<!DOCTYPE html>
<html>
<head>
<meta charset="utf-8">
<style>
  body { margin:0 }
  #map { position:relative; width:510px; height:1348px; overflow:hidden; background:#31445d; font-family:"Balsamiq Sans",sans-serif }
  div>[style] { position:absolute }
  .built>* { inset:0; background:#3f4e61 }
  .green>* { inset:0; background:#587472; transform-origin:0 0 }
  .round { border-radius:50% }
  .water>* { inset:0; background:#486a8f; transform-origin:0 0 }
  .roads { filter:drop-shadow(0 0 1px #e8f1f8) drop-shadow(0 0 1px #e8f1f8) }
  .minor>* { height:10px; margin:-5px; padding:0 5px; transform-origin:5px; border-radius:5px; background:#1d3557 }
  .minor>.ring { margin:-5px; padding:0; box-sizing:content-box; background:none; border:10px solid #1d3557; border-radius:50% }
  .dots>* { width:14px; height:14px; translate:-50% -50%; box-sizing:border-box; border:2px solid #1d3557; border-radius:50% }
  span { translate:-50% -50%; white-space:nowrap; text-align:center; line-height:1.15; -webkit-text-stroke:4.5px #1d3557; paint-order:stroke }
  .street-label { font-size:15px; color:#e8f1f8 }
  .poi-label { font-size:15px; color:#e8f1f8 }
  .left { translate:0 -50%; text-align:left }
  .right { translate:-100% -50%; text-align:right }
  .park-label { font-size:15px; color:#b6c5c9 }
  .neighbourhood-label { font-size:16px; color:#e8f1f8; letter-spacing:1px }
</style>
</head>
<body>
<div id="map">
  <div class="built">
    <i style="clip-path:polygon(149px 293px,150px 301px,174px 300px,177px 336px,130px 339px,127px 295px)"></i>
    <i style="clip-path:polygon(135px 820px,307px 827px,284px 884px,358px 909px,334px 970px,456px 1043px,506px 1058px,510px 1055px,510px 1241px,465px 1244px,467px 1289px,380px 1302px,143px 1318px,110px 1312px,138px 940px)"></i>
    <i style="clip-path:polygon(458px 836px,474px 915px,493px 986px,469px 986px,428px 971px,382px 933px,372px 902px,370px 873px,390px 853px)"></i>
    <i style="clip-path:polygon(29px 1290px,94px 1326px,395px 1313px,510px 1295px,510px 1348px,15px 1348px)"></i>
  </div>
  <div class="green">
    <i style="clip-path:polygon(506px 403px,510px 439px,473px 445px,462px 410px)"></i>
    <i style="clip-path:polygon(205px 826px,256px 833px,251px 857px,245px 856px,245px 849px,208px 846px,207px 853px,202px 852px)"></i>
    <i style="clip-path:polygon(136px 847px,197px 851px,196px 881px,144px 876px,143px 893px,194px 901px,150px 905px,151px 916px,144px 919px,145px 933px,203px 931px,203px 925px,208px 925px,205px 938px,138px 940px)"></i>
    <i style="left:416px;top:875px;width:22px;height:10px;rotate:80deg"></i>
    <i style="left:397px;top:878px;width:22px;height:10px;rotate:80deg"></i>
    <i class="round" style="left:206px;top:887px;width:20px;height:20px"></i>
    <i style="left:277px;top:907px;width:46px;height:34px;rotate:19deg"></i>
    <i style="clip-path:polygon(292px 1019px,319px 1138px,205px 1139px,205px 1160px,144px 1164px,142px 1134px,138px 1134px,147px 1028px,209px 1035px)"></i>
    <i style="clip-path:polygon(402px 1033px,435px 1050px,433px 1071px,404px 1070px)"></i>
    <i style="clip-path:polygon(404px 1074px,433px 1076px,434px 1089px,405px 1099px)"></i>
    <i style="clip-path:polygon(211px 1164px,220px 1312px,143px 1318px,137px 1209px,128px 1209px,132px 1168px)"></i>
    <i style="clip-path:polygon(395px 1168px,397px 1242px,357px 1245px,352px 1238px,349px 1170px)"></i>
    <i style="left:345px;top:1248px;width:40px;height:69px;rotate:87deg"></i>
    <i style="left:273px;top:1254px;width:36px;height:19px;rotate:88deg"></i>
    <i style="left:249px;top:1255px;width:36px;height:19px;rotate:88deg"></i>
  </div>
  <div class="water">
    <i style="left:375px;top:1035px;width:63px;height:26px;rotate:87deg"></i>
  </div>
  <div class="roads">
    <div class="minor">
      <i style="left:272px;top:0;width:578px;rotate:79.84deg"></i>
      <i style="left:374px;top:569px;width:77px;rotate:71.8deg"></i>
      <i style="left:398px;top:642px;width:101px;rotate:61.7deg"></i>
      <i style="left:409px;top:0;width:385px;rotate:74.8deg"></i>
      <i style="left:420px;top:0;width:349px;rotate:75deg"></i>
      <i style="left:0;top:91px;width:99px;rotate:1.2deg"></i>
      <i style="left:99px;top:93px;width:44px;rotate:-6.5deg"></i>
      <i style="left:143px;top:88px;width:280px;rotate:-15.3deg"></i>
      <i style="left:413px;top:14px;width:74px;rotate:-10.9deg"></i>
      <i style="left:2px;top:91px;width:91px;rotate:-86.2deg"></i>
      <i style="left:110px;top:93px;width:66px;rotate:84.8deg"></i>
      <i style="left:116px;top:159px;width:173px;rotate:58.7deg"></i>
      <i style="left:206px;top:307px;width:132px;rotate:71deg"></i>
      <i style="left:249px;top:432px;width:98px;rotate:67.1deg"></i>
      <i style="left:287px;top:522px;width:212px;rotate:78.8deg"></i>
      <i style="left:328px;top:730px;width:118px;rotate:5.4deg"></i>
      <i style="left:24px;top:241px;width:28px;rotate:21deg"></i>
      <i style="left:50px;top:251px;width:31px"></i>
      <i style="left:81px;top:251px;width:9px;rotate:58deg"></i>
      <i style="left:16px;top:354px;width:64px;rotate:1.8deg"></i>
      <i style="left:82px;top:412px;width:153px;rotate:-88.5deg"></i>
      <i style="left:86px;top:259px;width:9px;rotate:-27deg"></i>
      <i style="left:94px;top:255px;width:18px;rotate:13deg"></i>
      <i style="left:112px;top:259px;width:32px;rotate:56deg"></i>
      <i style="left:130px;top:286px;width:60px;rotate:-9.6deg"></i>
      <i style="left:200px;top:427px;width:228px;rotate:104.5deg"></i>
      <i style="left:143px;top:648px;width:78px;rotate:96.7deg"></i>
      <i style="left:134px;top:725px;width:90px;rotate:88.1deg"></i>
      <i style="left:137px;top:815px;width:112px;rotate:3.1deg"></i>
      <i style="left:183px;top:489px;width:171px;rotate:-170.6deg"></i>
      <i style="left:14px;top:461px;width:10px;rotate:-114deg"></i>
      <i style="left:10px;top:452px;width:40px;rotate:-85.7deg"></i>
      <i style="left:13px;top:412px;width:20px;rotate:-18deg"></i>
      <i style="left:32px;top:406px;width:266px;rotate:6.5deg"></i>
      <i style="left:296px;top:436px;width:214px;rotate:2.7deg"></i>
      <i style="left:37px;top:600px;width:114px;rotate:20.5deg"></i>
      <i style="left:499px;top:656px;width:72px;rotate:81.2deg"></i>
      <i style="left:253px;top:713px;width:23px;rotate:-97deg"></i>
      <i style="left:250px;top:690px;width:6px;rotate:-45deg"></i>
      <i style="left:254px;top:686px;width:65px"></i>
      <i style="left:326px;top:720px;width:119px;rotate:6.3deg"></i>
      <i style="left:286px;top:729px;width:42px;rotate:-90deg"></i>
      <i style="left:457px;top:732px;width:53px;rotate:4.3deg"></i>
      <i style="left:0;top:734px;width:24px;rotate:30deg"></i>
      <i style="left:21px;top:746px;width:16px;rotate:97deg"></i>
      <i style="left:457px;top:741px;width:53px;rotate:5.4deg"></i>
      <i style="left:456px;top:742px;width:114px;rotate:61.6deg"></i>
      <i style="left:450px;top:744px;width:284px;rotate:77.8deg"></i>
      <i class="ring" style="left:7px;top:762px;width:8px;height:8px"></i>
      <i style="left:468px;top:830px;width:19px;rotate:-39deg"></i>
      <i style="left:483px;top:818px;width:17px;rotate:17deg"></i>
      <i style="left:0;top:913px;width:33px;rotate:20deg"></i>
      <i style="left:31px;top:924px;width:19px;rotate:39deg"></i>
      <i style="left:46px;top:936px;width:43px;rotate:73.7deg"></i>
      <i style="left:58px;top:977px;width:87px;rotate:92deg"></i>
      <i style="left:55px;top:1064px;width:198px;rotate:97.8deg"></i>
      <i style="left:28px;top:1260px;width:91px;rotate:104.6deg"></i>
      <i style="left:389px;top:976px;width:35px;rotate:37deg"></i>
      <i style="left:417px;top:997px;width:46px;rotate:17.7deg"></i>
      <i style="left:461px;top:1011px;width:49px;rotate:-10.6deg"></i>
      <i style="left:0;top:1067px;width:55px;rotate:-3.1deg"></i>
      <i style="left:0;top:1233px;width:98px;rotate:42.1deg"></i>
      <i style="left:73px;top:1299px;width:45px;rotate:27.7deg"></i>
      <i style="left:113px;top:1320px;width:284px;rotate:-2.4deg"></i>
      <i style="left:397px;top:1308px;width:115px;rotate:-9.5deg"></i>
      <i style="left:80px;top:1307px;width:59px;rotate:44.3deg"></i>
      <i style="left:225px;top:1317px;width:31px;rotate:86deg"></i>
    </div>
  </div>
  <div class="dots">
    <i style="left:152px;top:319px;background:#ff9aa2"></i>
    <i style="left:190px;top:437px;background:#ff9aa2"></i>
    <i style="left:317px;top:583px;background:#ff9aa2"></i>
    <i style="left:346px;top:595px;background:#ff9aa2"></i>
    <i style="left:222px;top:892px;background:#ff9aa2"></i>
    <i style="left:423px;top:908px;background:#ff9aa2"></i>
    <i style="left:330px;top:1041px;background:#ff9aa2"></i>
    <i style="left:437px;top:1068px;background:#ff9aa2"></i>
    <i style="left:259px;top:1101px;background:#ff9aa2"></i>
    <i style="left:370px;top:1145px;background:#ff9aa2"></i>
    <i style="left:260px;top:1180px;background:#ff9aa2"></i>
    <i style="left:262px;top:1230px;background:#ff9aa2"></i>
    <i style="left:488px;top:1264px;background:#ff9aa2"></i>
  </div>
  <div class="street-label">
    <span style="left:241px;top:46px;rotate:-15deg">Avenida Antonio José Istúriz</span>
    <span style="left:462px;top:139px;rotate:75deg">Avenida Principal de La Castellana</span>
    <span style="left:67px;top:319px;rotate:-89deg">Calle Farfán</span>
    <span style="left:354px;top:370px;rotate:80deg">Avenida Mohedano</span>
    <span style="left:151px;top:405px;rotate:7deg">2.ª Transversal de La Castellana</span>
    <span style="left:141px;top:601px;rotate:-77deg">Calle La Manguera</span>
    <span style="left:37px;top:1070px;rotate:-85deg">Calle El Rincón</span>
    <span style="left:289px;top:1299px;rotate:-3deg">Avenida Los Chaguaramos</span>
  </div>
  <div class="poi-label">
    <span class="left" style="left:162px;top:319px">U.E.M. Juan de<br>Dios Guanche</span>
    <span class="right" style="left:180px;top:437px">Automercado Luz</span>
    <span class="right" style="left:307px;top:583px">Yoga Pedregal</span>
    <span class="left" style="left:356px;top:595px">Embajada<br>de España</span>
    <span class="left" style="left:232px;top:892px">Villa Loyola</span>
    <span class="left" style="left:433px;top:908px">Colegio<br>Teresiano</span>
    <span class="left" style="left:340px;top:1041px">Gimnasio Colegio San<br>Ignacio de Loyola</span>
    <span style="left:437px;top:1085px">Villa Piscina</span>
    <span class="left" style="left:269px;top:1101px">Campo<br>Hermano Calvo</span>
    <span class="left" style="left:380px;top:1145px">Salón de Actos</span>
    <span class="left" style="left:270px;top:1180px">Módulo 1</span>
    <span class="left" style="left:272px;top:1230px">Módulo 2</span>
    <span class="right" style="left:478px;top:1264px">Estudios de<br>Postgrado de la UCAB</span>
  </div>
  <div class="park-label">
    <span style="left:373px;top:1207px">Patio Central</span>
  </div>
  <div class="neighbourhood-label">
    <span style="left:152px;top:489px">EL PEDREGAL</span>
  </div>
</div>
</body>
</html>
======
▶ **What is required**: For each line above that contains the word "sizing", give the line as it is written.

▶ **Response to the task**:
  .minor>.ring { margin:-5px; padding:0; box-sizing:content-box; background:none; border:10px solid #1d3557; border-radius:50% }
  .dots>* { width:14px; height:14px; translate:-50% -50%; box-sizing:border-box; border:2px solid #1d3557; border-radius:50% }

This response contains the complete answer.